[Bug] Gemini 3.1 Flash Live — VAD does not process audio for first 10-17 seconds of session

Environment:

  • Model: gemini-3.1-flash-live-preview

  • Framework: LiveKit Agents SDK v1.5.10 (Python)

  • Use case: Outbound voice calls via SIP/LiveKit

Problem:
When a new Gemini Live session starts, the Voice Activity Detector (VAD) does not begin processing incoming audio for approximately 10-17 seconds. During this window, the customer speaks (“hello?”) but Gemini does not detect or respond to any speech. After 10-17 seconds, the VAD activates on its own and Gemini begins speaking — but by then the customer has either hung up or said “hello” multiple times with no response.

Expected behavior:
VAD should begin detecting incoming audio within 1-2 seconds of session establishment, allowing the model to hear and respond to the first utterance.

Actual behavior:

  • Session connects at T+0

  • Customer speaks at T+2 (“Hello?”) — Gemini does not detect this

  • Customer speaks again at T+8 (“Hello?”) — still not detected

  • At T+10 to T+17, Gemini’s VAD suddenly activates and the model starts speaking unprompted (ignoring its instruction to wait for customer speech)

  • generate_reply() called during the dead window results in received server content but no active generation warning

Workaround attempted:
We send noise audio (200ms, 16kHz, amplitude 1500) + activityStart/activityEnd triggers + text instruction via LiveClientRealtimeInput immediately after session start to “wake” the VAD. This is accepted by the session but does not fix the VAD delay. The received server content but no active generation warning appears and the audio is ignored.

Reproduction steps:

  1. Create a Gemini 3.1 Flash Live session with voice enabled

  2. Start streaming audio from a SIP participant immediately

  3. Observe that Gemini does not respond to any speech for 10-17 seconds

  4. After the delay, Gemini begins speaking on its own regardless of instructions

Impact:
This makes Gemini 3.1 unusable for real-time voice applications where the model needs to listen and respond to the first utterance (outbound calls, IVR, customer service). Customers hear 10-17 seconds of silence and hang up.

Questions:

  1. Is the VAD warmup delay a known limitation of the preview model? Is there a timeline for a fix?

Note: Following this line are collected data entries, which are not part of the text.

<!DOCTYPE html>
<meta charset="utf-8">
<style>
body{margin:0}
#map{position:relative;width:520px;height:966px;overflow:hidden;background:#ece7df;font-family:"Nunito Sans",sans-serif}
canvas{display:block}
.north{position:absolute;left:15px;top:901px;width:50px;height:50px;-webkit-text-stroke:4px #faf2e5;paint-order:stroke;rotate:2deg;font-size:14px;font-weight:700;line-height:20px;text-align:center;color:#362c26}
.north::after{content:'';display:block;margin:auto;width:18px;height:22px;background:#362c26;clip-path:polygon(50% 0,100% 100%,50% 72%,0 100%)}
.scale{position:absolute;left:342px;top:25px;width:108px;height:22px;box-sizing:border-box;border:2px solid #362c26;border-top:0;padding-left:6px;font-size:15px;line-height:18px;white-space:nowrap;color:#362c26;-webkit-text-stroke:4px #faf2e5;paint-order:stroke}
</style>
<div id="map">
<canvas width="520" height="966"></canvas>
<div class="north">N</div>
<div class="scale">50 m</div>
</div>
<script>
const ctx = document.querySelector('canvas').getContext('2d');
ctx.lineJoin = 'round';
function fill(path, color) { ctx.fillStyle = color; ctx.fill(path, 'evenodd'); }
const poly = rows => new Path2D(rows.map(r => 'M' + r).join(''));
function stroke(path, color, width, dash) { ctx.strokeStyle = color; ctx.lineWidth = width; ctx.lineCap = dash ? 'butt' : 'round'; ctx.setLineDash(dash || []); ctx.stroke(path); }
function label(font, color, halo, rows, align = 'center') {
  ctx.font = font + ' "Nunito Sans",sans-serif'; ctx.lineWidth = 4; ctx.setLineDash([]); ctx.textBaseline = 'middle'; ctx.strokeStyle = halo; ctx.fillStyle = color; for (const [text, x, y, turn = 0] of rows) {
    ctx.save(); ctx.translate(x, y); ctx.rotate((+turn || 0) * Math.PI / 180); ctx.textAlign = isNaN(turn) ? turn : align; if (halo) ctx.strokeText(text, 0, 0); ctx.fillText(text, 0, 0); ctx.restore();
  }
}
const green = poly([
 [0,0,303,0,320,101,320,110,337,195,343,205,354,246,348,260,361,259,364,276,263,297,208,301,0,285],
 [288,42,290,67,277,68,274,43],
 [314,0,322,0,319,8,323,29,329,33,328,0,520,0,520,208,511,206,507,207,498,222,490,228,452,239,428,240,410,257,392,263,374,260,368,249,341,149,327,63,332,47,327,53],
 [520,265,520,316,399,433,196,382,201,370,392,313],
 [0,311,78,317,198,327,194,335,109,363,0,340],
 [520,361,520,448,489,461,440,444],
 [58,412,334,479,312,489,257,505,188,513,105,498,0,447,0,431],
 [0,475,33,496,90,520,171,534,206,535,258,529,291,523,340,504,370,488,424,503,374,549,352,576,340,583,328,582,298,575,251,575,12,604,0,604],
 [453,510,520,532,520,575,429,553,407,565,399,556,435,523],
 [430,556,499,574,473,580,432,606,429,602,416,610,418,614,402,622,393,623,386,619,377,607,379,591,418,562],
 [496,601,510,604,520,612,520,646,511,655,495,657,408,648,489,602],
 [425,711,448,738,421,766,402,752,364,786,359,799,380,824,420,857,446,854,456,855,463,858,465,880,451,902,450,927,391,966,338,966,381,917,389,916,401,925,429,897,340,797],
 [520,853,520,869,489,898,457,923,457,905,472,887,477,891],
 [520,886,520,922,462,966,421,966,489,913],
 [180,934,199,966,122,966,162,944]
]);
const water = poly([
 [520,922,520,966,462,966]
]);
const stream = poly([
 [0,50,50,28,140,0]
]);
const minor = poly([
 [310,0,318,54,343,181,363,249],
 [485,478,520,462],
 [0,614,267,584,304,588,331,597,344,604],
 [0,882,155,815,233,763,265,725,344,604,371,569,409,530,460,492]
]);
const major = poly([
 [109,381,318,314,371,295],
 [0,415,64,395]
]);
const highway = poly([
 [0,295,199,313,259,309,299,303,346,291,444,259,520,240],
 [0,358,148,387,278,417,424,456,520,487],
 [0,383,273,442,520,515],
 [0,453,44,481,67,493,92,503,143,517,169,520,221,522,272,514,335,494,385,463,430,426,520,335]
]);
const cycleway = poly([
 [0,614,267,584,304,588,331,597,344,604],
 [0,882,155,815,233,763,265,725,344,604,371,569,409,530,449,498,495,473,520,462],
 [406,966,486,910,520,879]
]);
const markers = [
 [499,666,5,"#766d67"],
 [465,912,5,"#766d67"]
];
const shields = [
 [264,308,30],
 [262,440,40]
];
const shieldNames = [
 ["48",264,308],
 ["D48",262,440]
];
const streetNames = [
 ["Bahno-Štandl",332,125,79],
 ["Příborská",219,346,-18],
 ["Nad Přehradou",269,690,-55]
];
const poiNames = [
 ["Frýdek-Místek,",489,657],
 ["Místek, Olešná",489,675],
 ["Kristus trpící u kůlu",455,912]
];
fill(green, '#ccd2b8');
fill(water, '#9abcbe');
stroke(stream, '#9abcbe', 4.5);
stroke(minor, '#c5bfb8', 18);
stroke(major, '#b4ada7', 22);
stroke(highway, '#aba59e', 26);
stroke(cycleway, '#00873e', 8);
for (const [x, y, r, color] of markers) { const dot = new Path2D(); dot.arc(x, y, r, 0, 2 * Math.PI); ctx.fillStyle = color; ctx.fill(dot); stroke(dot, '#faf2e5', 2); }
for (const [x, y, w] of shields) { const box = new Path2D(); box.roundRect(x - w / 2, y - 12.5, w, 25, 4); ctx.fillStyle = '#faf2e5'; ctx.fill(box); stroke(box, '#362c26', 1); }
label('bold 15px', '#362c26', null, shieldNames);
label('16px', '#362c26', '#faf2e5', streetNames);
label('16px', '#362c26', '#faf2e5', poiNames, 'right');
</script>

  2. Is there a recommended way to “prime” the VAD so it begins listening immediately at session start?

  3. Does generate_reply() / sending LiveClientRealtimeInput with audio data at session start have any effect on VAD activation, or is the warmup period fixed regardless?

  4. Is there a configuration parameter (e.g., VAD sensitivity, warmup timeout) that we’re missing?

  5. Will this be addressed in the GA release of Gemini 3.1 Flash Live?